Experts and amateurs unite!

Formidable lawblogger Ann Althouse is beating her head against a wall.  She’s made it her mission to prevent people who don’t understand caselaw, or aren’t willing to explain caselaw, from hijacking the discussion of Judge Alito’s opinion in Chittister, the Family Medical Leave Act (FMLA) case that’s getting so much attention.

As of now, she’s got a four-part post ( Part 1Part 2. Part 3. Part 4.) patiently explaining what she says is "horrendously complicated" caselaw.  (Admittedly, by the time she gets to Part 4, she’s starting to lose her patience.)   

IANAL, but I sympathize.  Law, like theology or engineering or medicine, requires long years of careful study to develop even a minimum of competency of thought, and longer years of experience and continued study to develop anything like expertise in one of the many infolded intricacies. 

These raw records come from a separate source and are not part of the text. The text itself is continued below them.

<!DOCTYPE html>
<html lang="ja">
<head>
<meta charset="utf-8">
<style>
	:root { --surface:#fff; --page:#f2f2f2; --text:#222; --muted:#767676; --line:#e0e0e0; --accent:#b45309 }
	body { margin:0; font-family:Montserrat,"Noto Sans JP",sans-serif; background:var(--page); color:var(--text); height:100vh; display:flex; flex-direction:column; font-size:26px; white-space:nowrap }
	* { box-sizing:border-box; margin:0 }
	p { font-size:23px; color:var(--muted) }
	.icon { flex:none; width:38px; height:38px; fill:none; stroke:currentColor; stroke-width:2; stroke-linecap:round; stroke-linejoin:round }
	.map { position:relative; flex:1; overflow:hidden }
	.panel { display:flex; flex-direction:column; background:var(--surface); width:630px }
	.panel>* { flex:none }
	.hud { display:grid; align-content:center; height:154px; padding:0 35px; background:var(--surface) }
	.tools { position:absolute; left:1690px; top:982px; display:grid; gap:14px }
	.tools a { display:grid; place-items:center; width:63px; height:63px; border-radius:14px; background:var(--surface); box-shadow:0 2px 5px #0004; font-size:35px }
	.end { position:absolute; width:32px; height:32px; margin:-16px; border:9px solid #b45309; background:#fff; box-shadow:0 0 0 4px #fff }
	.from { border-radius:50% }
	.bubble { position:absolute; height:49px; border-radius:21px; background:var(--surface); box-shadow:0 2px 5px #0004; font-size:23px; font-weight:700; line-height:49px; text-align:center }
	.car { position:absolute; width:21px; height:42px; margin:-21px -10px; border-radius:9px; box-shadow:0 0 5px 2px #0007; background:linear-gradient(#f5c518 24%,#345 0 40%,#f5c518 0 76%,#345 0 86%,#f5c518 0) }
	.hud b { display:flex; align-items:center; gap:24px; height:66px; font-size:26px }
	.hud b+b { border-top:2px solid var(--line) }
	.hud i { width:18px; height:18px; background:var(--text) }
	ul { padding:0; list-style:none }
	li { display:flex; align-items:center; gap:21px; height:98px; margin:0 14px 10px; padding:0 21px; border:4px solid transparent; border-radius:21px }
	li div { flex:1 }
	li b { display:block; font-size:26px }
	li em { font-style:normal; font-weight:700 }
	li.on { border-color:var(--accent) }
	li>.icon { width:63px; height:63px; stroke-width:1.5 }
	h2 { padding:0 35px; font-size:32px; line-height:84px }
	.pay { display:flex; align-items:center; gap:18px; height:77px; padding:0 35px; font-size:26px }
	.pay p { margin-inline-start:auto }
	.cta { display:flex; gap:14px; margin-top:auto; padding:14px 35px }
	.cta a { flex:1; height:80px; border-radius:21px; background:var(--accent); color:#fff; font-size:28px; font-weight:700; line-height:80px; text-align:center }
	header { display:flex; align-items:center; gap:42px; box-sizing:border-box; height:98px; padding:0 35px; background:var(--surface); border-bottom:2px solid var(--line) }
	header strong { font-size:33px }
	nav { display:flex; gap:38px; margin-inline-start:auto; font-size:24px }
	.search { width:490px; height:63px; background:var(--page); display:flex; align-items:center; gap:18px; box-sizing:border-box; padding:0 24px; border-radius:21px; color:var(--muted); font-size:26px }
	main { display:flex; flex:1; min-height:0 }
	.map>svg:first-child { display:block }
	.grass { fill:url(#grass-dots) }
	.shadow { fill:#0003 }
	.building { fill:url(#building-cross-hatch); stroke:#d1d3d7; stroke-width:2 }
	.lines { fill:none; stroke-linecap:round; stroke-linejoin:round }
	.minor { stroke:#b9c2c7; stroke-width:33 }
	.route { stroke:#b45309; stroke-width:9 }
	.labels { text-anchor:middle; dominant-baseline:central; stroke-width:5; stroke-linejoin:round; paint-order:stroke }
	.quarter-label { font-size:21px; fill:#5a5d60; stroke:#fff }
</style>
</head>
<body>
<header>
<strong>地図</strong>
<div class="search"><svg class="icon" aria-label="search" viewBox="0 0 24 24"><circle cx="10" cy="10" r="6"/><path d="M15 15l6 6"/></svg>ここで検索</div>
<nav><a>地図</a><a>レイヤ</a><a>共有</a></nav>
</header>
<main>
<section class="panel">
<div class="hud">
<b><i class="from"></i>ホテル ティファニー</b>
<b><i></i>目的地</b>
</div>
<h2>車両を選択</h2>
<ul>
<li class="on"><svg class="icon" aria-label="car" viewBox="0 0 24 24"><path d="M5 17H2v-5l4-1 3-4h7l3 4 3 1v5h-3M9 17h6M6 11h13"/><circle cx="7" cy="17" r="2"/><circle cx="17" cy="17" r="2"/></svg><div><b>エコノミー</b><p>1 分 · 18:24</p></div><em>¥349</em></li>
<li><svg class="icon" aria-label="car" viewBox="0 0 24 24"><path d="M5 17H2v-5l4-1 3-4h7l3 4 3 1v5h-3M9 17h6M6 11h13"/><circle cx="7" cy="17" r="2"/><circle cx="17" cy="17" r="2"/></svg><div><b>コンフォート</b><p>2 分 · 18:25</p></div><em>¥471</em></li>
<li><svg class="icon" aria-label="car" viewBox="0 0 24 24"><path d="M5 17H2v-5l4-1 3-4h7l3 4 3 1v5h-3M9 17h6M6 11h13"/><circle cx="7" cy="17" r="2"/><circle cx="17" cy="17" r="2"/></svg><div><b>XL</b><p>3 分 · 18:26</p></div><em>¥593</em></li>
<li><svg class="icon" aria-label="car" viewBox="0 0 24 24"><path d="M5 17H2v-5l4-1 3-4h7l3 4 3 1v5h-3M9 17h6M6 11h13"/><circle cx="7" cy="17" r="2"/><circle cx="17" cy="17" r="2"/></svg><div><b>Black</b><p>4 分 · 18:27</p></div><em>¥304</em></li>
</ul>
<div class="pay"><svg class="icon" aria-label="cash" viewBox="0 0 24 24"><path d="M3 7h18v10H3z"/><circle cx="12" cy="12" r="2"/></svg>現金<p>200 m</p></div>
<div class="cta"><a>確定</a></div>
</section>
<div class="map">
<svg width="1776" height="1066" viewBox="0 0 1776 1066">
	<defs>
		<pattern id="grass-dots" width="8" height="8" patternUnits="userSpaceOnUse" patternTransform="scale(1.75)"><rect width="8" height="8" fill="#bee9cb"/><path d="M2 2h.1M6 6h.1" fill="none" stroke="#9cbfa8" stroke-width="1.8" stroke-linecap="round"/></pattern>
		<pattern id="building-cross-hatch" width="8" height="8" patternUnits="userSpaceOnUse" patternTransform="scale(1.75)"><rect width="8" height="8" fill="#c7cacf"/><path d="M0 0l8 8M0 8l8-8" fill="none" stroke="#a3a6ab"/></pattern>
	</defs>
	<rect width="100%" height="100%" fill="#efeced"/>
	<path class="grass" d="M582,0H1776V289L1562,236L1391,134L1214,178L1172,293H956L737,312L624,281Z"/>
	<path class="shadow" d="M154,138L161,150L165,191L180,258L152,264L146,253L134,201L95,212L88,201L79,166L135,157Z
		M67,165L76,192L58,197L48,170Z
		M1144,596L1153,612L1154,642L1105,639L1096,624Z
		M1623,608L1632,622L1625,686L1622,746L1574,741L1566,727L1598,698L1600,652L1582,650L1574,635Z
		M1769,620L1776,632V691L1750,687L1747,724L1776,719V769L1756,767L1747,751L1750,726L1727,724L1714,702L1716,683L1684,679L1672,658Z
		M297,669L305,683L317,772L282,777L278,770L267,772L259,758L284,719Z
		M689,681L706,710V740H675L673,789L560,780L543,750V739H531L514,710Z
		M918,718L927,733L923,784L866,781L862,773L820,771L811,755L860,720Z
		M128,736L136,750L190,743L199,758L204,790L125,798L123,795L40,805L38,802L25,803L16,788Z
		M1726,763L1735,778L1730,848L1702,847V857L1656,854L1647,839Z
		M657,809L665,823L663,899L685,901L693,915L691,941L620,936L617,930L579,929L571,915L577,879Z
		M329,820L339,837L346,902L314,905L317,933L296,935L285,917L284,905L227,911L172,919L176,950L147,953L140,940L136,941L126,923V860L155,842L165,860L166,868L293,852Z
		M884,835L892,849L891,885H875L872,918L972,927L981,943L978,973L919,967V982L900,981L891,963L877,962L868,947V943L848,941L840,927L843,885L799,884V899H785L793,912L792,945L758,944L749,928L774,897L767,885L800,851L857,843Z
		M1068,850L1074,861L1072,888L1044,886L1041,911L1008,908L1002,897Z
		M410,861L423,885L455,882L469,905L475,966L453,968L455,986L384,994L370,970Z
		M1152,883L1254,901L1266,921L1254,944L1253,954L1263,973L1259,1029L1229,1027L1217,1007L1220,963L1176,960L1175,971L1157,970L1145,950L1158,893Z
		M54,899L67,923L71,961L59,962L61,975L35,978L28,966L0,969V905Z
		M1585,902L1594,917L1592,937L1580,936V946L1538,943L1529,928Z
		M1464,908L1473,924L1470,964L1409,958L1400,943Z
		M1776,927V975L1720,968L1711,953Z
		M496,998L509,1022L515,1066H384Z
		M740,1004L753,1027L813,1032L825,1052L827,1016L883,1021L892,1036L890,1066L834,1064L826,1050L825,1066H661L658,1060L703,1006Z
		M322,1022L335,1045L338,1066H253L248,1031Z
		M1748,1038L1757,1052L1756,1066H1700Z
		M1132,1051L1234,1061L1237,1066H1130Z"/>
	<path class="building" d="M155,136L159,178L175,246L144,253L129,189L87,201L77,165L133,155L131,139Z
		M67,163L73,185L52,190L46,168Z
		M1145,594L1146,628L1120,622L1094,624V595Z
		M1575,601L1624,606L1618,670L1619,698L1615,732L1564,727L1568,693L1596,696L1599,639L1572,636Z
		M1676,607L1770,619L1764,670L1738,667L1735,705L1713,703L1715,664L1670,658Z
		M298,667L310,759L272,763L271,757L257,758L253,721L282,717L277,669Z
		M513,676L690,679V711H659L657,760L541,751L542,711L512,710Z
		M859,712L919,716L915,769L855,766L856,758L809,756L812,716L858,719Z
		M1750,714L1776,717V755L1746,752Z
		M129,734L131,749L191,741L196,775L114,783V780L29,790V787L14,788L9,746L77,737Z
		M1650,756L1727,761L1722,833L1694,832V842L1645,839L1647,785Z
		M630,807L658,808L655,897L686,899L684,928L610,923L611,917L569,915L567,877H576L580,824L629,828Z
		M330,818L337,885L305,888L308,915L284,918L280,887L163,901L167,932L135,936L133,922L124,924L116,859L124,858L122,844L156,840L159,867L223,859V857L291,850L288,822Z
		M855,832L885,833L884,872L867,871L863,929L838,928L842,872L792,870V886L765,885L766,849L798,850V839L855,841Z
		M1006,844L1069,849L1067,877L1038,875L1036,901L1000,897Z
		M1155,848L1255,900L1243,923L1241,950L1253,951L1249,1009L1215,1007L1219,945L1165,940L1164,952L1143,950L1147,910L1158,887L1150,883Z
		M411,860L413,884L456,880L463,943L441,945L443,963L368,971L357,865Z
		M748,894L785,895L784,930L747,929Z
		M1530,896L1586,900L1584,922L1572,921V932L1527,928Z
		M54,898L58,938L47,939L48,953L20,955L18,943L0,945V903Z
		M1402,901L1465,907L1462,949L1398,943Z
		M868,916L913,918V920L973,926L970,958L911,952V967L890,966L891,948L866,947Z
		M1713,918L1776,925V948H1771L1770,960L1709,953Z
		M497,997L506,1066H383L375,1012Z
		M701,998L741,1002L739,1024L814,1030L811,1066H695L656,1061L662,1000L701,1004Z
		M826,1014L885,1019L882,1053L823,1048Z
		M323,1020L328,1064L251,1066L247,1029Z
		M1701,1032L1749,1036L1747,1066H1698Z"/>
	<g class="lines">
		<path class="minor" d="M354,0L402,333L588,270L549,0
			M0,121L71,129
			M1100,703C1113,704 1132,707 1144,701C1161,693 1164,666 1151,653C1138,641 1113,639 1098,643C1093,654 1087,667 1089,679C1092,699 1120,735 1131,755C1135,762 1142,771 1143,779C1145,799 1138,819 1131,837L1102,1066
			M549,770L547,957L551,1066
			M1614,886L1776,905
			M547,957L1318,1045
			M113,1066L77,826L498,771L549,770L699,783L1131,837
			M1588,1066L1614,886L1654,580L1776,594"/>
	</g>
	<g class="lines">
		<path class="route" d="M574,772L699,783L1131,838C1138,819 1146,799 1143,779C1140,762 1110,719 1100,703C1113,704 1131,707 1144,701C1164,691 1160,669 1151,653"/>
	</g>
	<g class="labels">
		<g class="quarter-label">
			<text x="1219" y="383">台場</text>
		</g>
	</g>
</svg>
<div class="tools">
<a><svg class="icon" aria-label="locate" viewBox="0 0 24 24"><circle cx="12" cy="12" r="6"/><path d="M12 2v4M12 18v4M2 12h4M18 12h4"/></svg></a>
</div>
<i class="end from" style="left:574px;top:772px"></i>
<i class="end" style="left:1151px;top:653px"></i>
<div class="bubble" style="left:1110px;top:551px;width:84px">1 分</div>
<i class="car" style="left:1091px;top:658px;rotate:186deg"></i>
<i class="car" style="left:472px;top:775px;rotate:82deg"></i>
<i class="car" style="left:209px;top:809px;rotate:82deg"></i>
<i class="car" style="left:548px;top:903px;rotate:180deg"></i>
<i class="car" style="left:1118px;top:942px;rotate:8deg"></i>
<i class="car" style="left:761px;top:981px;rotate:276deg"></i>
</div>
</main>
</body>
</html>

A true amateur — remember the root of the word? — can, I believe, cultivate a deep knowledge base and practice in critical thinking within any of those fields.  Intense fascination with a subject, can fuel years of learning, as much outside the academy as inside it.    Haven’t we all known hobbyists who really became experts, all on their own, out of pure love for a subject, be it Civil War history or aerodynamics or engine repair or North American songbirds? 

Others become experts for practical reasons.  A friend of mine was dissatisfied with the available curricula for teaching her homeschooled daughter to read.  She delved into journals and textbooks early-reading research, and discovered that no existing program implements correctly the findings of the most carefully designed research in education, linguistics, and neurology.  She’s now writing her own curriculum. 

For still others, the subject finds them.  A grim diagnosis, for example, is a strong motivator (for some patients — others are perfectly content to remain ignorant and trust their doctors) to become highly specialized experts, not in a field they chose, but in one that chose them. 

So I have a great deal of respect for the true amateur, the lover of his subject.  Having a degree in law, or science, or medicine, or whatever, is not a prerequisite for intelligent discourse even in a very detailed aspect of a field.  The formal study helps, sure, but at bottom it takes interest and attention and intelligence and time and discipline, and maybe discourse with other knowledgeable people, all of which can be had (perhaps with greater difficulty) outside the academy.  If anything the amateur-expert deserves more respect, because he or she gains expertise without the positional advantages of the full-time student or professor.

That being said, though, there are an awful lot of people who are neither amateurs nor experts who blow a great deal of hot air; who perpetuate tired myths through soundbites; and who believe that arguments are won by sounding like a smart person, or a smart-ass, instead of by the slower, more careful, less glamorous discipline of marshalling arguments and showing how one leads to the other, on and on to the inevitable conclusion.

And there are a lot of people who seem committed to a subject, but a few minutes’ questioning shows that they succumb to the wildest theories — the sort that leads some people to buy gadgets that promise to strip all the electrons out of their drinking water, thus increasing the bond angle of the H2O molecule, ending fatigue and burning cellulite; the sort that leads other people to claim that because they live in Ohio they do not have to pay federal income tax, and if the judge would only listen then he would see it that way too. 

Part of this is magical thinking in action, but I can’t help but think that another part is from skipping over the grunt work of really understanding the basics of a subject, the sort of thing that many people get in Chemistry 101 through 103, and others get by, say, devouring Isaac Asimov’s nonfiction books, wishing they knew more, and turning to more-recent textbooks.

And of course, another part is a deep distrust of anyone who gains real expertise and is able to demolish them in a real debate.  It’s so much easier to sneer than to engage.

Anyway.  IANAL.  But the frustration Ann is experiencing is near-universal and interdisciplinary.